=== WHAT THE EXERCISE ASKS ===
Whenever the word "drop" turns up in a line below, that line should be copied.

[Data items]

.....

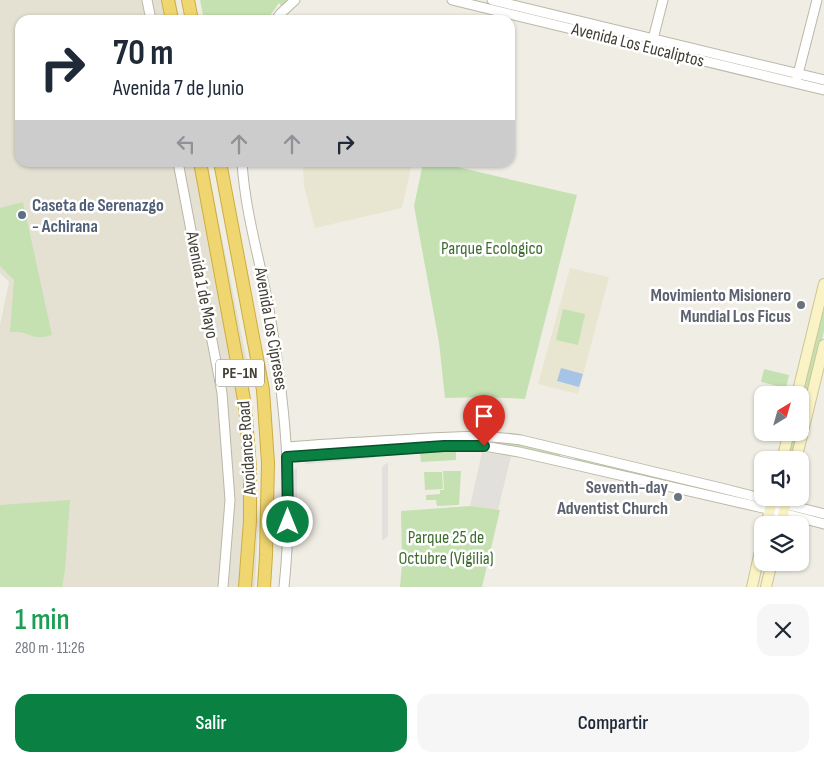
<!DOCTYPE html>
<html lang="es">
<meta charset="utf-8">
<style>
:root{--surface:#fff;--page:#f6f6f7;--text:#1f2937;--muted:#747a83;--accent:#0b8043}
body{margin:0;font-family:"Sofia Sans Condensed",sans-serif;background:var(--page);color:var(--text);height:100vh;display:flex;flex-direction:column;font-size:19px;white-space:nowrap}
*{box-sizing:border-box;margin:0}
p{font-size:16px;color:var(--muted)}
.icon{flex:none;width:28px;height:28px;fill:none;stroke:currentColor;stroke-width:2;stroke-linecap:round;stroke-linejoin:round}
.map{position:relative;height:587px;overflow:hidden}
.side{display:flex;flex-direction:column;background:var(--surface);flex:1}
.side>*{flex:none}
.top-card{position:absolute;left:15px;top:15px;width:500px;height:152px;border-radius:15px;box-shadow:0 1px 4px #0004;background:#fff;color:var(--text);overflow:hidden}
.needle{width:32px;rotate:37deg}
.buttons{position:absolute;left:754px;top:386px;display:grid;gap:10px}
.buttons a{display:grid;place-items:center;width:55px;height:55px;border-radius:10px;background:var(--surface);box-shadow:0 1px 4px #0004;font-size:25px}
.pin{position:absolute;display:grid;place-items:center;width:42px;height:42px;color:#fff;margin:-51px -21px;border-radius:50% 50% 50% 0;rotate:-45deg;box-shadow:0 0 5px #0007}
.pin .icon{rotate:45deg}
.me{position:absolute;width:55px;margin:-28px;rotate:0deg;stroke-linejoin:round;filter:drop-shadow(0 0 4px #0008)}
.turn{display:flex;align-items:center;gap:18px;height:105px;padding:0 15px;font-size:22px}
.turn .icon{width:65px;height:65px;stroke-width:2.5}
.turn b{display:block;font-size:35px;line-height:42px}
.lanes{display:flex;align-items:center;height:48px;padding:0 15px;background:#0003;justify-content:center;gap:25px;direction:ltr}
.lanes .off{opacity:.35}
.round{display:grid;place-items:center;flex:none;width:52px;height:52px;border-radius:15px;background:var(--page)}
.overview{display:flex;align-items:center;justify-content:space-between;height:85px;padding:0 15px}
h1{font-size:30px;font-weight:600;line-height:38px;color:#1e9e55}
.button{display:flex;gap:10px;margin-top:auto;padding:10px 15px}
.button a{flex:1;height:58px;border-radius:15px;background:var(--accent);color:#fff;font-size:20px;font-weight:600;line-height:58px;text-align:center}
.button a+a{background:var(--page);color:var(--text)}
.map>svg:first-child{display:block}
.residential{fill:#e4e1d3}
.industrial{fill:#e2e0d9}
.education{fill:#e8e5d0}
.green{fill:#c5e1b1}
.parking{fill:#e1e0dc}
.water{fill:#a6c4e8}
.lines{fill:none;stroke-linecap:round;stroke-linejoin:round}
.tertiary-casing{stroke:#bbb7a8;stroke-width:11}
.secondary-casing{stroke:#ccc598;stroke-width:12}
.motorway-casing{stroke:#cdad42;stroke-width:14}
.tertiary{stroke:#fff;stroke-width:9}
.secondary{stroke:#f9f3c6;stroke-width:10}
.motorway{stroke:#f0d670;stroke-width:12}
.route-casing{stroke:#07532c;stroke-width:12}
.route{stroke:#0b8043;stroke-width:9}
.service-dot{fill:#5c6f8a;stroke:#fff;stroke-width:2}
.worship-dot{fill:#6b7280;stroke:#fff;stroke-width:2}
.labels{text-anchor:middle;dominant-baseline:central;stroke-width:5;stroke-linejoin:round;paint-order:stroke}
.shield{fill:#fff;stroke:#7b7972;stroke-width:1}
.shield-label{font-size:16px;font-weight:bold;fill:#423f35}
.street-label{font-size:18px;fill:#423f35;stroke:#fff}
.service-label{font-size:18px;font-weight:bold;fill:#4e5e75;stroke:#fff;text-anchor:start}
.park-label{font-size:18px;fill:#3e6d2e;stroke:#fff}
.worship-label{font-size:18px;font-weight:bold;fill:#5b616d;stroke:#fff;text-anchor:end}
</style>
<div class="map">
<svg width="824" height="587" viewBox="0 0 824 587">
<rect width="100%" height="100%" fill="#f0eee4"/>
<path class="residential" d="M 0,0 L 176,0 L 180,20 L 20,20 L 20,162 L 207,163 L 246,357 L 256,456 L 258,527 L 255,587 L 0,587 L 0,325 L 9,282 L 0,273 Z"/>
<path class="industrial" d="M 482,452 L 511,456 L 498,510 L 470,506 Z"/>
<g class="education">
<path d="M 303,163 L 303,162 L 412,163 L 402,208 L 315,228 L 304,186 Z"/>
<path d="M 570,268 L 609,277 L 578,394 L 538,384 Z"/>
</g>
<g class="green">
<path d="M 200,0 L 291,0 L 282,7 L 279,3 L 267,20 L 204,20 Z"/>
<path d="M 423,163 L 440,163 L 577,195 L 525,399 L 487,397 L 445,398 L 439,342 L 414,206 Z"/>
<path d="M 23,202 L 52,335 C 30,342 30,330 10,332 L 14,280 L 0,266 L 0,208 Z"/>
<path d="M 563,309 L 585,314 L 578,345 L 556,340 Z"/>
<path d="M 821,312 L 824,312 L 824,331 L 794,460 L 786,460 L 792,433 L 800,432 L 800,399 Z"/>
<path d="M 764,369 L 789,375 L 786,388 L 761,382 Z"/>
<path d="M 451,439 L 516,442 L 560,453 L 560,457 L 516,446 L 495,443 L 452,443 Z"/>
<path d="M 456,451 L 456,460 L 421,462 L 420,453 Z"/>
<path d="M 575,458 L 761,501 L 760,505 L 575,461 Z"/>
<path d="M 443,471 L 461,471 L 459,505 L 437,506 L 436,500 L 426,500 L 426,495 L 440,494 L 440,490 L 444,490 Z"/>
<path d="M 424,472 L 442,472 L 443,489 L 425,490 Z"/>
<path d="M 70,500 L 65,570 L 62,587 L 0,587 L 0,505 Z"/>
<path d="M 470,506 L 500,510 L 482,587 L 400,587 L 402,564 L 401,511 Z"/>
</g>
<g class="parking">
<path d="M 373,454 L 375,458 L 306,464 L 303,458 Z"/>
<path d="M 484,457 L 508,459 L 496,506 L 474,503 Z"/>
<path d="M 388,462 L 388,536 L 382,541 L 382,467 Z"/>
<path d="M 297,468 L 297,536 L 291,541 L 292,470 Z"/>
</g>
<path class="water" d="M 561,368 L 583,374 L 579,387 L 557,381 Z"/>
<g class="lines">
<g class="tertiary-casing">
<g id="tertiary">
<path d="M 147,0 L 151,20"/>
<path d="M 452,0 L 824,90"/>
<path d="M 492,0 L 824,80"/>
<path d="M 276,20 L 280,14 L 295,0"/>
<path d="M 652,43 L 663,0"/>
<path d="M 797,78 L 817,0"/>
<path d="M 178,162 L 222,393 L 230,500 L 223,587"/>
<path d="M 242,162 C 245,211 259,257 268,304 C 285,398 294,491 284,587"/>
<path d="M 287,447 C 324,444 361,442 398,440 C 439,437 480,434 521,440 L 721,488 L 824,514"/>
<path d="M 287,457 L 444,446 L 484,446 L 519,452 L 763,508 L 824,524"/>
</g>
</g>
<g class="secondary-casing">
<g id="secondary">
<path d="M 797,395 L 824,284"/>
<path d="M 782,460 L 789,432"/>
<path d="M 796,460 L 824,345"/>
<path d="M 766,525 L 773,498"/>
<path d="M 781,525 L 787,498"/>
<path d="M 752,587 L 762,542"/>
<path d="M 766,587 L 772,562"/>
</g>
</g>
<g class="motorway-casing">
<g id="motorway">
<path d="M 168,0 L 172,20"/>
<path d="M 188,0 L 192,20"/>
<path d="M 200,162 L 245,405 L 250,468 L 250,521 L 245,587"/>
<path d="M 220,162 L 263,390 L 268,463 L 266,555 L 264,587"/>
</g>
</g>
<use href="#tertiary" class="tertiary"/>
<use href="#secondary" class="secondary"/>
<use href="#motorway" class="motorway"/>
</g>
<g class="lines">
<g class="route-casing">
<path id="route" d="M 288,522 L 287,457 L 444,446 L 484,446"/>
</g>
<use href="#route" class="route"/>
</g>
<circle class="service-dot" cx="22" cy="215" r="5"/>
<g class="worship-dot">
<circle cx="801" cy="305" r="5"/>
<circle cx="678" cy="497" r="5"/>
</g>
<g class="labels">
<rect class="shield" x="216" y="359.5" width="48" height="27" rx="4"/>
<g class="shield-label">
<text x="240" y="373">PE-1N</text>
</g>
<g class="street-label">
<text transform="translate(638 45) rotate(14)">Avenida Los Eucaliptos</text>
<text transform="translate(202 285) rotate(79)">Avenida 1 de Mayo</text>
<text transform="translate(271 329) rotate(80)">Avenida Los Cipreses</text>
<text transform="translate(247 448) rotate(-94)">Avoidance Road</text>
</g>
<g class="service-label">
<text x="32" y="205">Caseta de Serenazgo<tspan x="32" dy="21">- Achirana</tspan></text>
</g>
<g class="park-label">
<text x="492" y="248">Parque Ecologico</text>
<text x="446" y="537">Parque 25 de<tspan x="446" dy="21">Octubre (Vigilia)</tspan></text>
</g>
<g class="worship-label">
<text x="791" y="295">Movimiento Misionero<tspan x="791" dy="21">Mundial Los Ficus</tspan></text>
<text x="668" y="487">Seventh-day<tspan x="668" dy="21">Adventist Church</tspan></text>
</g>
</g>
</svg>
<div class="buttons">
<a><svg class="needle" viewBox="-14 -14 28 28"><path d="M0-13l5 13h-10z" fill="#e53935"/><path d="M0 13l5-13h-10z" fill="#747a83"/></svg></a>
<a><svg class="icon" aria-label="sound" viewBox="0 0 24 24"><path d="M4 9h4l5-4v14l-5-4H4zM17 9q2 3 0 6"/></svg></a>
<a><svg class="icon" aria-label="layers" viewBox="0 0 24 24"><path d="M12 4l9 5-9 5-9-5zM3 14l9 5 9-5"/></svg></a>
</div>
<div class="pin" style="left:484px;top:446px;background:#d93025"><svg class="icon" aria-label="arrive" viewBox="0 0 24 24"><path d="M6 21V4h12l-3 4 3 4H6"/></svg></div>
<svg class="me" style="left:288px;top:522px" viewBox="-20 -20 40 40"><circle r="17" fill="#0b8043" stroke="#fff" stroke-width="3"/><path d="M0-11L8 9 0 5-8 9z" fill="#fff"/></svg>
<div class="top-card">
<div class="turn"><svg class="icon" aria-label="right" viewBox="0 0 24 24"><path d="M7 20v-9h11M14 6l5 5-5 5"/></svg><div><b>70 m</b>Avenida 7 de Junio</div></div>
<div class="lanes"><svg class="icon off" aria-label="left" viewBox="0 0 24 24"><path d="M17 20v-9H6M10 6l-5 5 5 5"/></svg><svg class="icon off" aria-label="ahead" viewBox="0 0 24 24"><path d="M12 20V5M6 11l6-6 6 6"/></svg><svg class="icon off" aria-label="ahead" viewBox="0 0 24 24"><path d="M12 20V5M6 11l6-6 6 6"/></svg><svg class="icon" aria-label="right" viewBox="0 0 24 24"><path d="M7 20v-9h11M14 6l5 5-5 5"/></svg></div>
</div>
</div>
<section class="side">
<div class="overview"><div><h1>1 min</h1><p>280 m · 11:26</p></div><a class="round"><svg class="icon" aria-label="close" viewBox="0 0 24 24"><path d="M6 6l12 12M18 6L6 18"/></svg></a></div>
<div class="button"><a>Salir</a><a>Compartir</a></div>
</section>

.....

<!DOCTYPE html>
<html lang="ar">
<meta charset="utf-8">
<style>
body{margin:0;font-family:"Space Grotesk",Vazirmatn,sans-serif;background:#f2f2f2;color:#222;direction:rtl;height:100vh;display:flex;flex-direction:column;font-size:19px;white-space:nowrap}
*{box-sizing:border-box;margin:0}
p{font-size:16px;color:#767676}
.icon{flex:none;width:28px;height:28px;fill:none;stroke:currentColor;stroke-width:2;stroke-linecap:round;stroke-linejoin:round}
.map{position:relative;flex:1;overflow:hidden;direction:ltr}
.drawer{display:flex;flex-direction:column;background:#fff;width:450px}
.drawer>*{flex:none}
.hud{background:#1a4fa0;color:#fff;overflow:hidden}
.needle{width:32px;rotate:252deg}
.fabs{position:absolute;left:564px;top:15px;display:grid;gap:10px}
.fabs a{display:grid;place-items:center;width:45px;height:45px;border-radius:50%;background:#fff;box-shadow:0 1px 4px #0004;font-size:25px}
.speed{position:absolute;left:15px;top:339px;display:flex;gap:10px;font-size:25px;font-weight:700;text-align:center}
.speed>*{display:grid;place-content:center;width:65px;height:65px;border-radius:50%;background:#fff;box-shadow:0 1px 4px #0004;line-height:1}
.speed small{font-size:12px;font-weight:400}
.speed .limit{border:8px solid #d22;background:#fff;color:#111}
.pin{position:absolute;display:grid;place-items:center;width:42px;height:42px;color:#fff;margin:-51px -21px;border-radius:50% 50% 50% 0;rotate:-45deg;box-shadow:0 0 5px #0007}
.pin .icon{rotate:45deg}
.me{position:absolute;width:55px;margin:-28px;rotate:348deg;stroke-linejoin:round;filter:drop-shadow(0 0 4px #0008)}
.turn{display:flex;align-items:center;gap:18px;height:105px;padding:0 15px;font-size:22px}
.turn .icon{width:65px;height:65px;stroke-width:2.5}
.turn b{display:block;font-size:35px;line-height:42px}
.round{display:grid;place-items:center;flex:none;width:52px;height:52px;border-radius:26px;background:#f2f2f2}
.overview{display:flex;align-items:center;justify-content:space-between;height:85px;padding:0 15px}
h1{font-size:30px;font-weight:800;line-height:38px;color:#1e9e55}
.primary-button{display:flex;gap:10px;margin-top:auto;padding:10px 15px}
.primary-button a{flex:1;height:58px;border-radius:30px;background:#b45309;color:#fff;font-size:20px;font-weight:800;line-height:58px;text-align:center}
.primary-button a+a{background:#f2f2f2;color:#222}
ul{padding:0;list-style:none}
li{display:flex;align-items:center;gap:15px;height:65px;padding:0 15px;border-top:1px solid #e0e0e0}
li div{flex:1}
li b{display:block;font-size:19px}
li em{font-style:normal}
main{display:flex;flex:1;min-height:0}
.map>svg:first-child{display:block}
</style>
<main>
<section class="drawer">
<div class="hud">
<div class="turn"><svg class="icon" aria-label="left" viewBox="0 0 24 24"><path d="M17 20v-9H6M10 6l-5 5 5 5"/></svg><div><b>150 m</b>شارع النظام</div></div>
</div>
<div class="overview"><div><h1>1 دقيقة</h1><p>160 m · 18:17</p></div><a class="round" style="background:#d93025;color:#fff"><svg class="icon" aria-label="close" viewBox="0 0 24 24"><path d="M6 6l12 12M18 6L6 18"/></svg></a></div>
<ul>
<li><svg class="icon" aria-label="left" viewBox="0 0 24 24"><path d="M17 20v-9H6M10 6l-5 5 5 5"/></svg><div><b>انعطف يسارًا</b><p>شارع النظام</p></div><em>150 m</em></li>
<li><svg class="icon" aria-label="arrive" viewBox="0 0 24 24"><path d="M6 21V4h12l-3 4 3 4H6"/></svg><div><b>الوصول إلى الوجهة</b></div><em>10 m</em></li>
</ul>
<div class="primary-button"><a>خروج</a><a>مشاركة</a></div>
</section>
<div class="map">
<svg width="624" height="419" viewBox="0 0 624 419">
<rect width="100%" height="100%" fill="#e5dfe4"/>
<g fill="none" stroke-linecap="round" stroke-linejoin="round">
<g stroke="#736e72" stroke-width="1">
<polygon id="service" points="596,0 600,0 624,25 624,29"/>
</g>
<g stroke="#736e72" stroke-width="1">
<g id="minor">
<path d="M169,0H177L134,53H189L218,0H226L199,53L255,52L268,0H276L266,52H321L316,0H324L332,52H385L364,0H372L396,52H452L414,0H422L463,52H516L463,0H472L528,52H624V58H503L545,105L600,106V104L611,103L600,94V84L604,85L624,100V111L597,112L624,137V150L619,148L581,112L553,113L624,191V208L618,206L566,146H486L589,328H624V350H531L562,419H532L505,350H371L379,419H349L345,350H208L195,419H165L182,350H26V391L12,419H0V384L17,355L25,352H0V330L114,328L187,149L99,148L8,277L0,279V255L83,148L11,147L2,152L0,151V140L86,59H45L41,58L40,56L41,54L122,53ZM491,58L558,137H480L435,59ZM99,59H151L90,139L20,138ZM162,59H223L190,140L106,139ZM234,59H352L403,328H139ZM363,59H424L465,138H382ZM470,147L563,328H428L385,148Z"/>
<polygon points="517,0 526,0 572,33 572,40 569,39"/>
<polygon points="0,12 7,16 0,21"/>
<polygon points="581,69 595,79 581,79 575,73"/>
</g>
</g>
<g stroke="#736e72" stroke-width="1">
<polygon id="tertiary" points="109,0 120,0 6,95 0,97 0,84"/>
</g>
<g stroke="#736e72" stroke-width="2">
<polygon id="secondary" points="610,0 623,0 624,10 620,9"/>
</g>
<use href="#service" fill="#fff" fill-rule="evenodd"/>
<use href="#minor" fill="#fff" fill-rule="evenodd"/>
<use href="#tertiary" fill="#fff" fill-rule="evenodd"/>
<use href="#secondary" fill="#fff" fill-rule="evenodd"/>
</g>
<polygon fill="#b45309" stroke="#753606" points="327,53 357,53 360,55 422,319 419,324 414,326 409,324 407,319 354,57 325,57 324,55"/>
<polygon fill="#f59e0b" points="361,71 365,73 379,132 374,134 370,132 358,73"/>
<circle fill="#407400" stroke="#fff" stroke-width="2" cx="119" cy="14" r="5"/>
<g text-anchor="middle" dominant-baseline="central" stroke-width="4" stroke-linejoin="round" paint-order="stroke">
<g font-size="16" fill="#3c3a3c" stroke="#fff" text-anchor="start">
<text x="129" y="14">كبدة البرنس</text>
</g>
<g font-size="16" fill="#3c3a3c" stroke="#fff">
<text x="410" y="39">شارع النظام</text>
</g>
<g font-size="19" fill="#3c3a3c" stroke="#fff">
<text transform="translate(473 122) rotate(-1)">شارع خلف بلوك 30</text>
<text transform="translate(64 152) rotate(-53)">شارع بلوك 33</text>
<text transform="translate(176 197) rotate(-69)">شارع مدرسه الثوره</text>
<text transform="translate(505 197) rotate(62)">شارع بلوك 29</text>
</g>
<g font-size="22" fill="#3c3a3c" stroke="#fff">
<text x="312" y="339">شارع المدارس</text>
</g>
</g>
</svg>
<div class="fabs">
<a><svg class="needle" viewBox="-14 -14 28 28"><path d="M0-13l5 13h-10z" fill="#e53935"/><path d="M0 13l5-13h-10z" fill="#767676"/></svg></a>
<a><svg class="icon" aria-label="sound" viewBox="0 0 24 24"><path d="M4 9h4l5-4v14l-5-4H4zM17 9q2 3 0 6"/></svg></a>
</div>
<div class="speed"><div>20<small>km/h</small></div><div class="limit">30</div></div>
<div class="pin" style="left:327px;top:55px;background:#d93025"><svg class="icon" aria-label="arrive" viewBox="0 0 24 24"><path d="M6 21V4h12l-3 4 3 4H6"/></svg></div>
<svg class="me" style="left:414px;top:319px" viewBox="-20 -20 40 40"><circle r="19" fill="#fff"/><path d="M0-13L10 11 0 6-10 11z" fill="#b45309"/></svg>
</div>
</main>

.....

=== REPLY TO THE TASK ===
.me{position:absolute;width:55px;margin:-28px;rotate:0deg;stroke-linejoin:round;filter:drop-shadow(0 0 4px #0008)}
.me{position:absolute;width:55px;margin:-28px;rotate:348deg;stroke-linejoin:round;filter:drop-shadow(0 0 4px #0008)}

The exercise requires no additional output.